Introduction: Peutz Jeghers Syndrome (PJS) is a rare, autosomal dominant hereditary polyposis syndrome characterised by hamartomatous polyps, mucocutaneous pigmentation and confirmatory testing of a genetic mutation of serine/threonine kinase 11 or liver kinase B1 (STK11/LKB1). PJS is recognised as a cancer predisposition syndrome with a very high relative risk of gastrointestinal cancers. Some studies, including meta-analysis have suggest a relative risk of up to 13% of small bowel cancers in PJS patients compared to less than 1% of the general population.  However, the European Hereditary Tumour Group Guideline caution that the described risks are likely to be an overestimation due to retrospective review and selection bias. The malignant potential of hamartomatous polyps in PJS has been debated in the literature, controversy exists but presently PJS hamartomatous polyps are not considered precancerous lesions. 

Aim: To evaluate the presence of dysplasia or malignancy in resected PJS polyp specimens in our tertiary referral centre. 

We performed a retrospective review of our histological specimens from patients with a clinical or histological diagnosis of PJS between 2008 to 2025. The histological database was screened for keywords such as “Peutz-Jeghers” “PJS” “Peutz-Jegher’s Syndrome” and “hamartomatous polyps”. Baseline demographic data and histological findings were extracted from electronic patient record and pathology reports.

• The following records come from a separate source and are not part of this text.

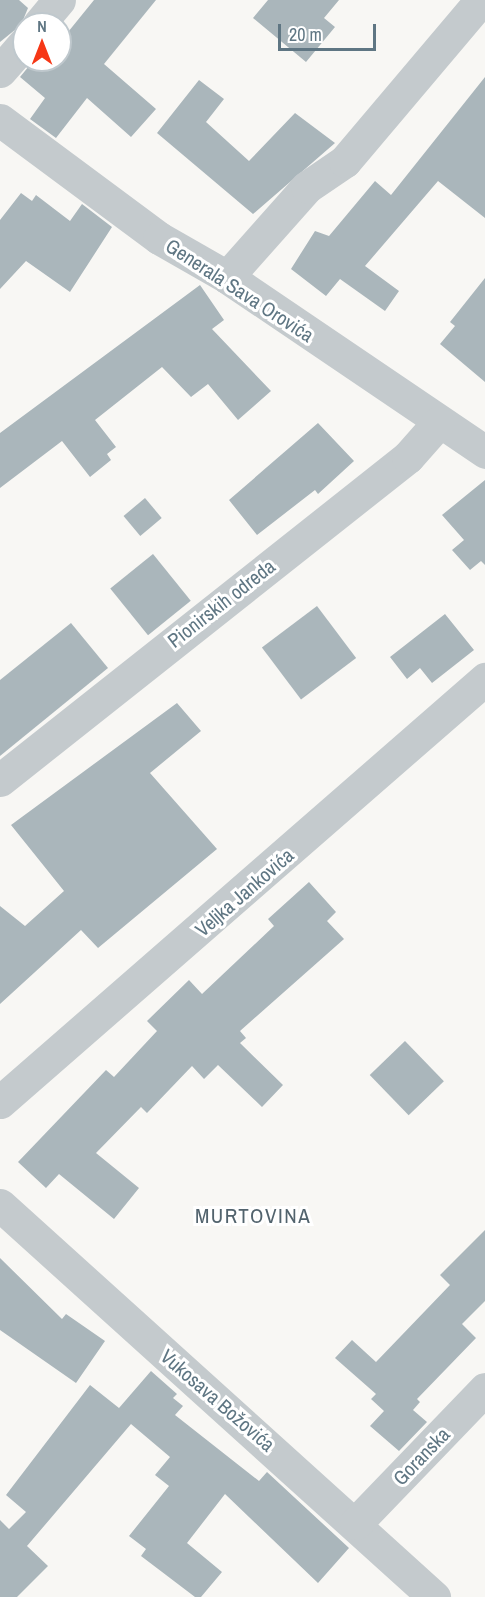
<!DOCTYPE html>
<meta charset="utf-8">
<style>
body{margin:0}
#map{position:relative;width:485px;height:1597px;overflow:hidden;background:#f8f7f4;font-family:"Archivo Narrow",sans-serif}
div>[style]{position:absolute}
.building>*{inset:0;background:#aab6bb;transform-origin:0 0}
.minor>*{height:33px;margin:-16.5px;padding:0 16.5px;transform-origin:16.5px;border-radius:16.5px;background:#c4cacd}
span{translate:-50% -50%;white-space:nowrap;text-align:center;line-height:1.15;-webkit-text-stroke:6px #fff;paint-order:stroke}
.street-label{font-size:20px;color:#5f7683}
.neighbourhood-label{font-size:21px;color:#52636d;letter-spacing:1.5px}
.north{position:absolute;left:12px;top:12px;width:60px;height:60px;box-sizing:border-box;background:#fff;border:2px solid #bfc8cd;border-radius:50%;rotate:0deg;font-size:16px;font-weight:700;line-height:24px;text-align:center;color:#5f7683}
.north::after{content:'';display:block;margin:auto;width:21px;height:27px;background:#f63716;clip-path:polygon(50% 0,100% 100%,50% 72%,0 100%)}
.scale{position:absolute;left:278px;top:24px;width:98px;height:27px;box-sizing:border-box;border:3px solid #5f7683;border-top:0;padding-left:8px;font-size:18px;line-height:21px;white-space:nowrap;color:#5f7683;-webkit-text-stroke:4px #fff;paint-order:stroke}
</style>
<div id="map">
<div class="building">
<div style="clip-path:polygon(0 0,19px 0,28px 8px,21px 25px,0 42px)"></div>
<div style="clip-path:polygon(94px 0,156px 0,104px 64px,156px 109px,131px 137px,87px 98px,56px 138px,30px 119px,45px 98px,20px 77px,34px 60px,60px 60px,60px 34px,64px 37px)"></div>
<div style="clip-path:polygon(268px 0,339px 0,324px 18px,335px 27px,306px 62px,253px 18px)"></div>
<div style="clip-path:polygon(485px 77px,485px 218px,438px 181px,365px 266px,399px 291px,385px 311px,340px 279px,326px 296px,291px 269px,315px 231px,329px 236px,375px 181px,391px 195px)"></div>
<div style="clip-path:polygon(199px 80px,224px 99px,206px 122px,249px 161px,295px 113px,335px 143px,253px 214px,157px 133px)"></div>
<div style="clip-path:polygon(21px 193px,32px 201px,36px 195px,70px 221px,82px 204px,112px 227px,70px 292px,26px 261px,0 289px,0 220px)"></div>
<div style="clip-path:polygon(485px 278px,485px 382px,440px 344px,455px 326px,450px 322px)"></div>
<div style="clip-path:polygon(200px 285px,224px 320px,212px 329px,271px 391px,238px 420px,208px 384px,191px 397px,162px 367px,95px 420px,116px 447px,107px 454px,111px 460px,90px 477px,62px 441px,0 488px,0 433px)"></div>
<div style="clip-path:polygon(318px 423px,354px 461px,318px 494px,315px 490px,257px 535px,229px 500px)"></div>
<div style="clip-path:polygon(485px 480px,485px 565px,481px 561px,470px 570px,452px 550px,464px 540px,442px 515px)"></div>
<div style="left:145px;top:498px;width:26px;height:28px;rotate:50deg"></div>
<div style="left:153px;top:554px;width:60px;height:55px;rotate:51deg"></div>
<div style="left:317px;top:606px;width:65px;height:69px;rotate:53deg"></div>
<div style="clip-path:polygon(445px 614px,474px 650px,432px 683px,420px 668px,407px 679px,390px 657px)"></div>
<div style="clip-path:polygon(71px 623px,108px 668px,0 756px,0 680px)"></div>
<div style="clip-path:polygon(177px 703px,201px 731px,150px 773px,217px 849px,98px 948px,81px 930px,0 1004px,0 906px,25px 926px,64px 891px,11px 825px)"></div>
<div style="clip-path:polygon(309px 882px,336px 912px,327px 921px,344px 939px,240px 1031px,246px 1038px,240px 1043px,283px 1085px,262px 1107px,218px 1065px,204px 1079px,192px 1066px,147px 1113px,141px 1107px,96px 1153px,139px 1188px,114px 1219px,59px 1174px,46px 1188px,18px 1162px,106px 1070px,114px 1077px,157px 1031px,147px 1021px,189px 980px,202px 994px,274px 926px,268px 919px)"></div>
<div style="left:405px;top:1041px;width:56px;height:49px;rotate:46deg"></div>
<div style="clip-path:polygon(485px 1230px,485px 1301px,462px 1324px,476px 1338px,417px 1399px,420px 1402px,413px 1410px,427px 1422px,399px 1451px,370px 1426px,384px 1411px,371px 1399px,376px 1394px,335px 1358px,352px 1340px,376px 1362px,450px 1285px,440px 1275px)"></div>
<div style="clip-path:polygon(0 1258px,62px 1319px,66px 1314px,105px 1341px,76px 1383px,0 1330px)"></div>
<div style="clip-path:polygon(151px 1371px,177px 1394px,173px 1398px,183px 1406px,175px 1415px,259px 1481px,267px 1472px,349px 1548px,318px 1583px,225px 1494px,187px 1543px,222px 1572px,201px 1597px,195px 1597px,141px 1556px,146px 1549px,129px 1536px,169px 1486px,155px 1475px,170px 1457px,131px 1424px,27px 1546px,48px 1566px,17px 1597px,0 1597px,0 1520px,9px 1529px,26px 1512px,6px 1495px,90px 1385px,119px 1408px)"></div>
</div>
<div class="minor">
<div style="left:39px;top:24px;width:31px;rotate:-50deg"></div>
<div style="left:0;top:71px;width:37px;rotate:-49deg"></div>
<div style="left:0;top:120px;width:198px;rotate:36.6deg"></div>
<div style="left:159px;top:238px;width:78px;rotate:29.8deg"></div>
<div style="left:227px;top:277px;width:312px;rotate:34.1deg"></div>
<div style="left:227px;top:277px;width:120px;rotate:-48.4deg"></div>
<div style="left:307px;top:187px;width:46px;rotate:-34.4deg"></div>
<div style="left:345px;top:161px;width:211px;rotate:-49.8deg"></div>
<div style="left:0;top:780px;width:520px;rotate:-38.37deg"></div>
<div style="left:408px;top:457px;width:45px;rotate:-48.6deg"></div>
<div style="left:0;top:1102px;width:644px;rotate:-41.09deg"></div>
<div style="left:0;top:1205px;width:585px;rotate:42.09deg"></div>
<div style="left:356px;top:1523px;width:186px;rotate:-46.1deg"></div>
</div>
<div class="street-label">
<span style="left:240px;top:290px;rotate:33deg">Generala Sava Orovića</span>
<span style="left:221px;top:603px;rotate:-38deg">Pionirskih odreda</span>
<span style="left:244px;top:892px;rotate:-41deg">Veljka Jankovića</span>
<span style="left:218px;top:1400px;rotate:41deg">Vukosava Božovića</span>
<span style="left:421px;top:1456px;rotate:-46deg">Goranska</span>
</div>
<div class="neighbourhood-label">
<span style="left:253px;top:1216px">MURTOVINA</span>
</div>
<div class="north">N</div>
<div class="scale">20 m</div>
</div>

Seventeen patients with confirmed PJS were identified, with a male predominance (70%). The median patient age was 31years (range 12-72). The median follow-up time was 64 months (range 1-135), accounting to 90.6 patient years. There were 65 polyp specimens of which 47 (72%) were consistent with hamartomatous PJS polyps. The table below characterises the location of the polyps.

PJS polyps: The median patient age for PJS-type polyps was 26 (12-72). The median polyp size for PJS polyps was 20mm (range 4-100mm). 56% of procedures (n=34) for PJS polyps were via device assisted enteroscopy (n=22), ADBE (n=17), RDBE (n=5) remainder were obtained via OGD(n=9), Colonoscopy (n-3). Indications for procedures included polypectomy based on size criteria, symptomatic polyps for intussusception, anaemia and surveillance. The majority (62%) of these procedures were performed for polypectomy of a polyp ≥15mm (n=21), two cases were performed for anaemia; the remainder of the cases were part of routine surveillance procedures. Following MDT consensus review, no polyps demonstrated dysplasia or malignancy, resulting in an estimated incidence of 0 per patient year (95% CI: 0–0.033). 

Non PJS polyps: Of the non PJS polyps; the histological morphology was predominately hyperplastic (50%, n=9). Other morphology included; Tubular adenoma with LGD (n=2), Serrated adenoma (n=1), Pseudopolyp (n=1), epithelial atypia favoured reactive (n=1) normal small bowel mucosa (n=4). The median age in the non-PJS polyps’ group was 59 (19-66), for those who had adenomas the median age was 62 (range 59-66).  Adenomatous polyps were present in 16.7% (95% CI: 4.6%–38.9%).

Our study found that our cohort of PJS patients had no evidence of dysplasia or malignancy in any of their polyp specimens over 91 patient years in our tertiary referral centre.  This study supports previously published studies from PJS registries and supports the argument from the European Hereditary Tumour Group who suggest that previous studies may overestimate risk of cancer due to selection bias and retrospective analysis.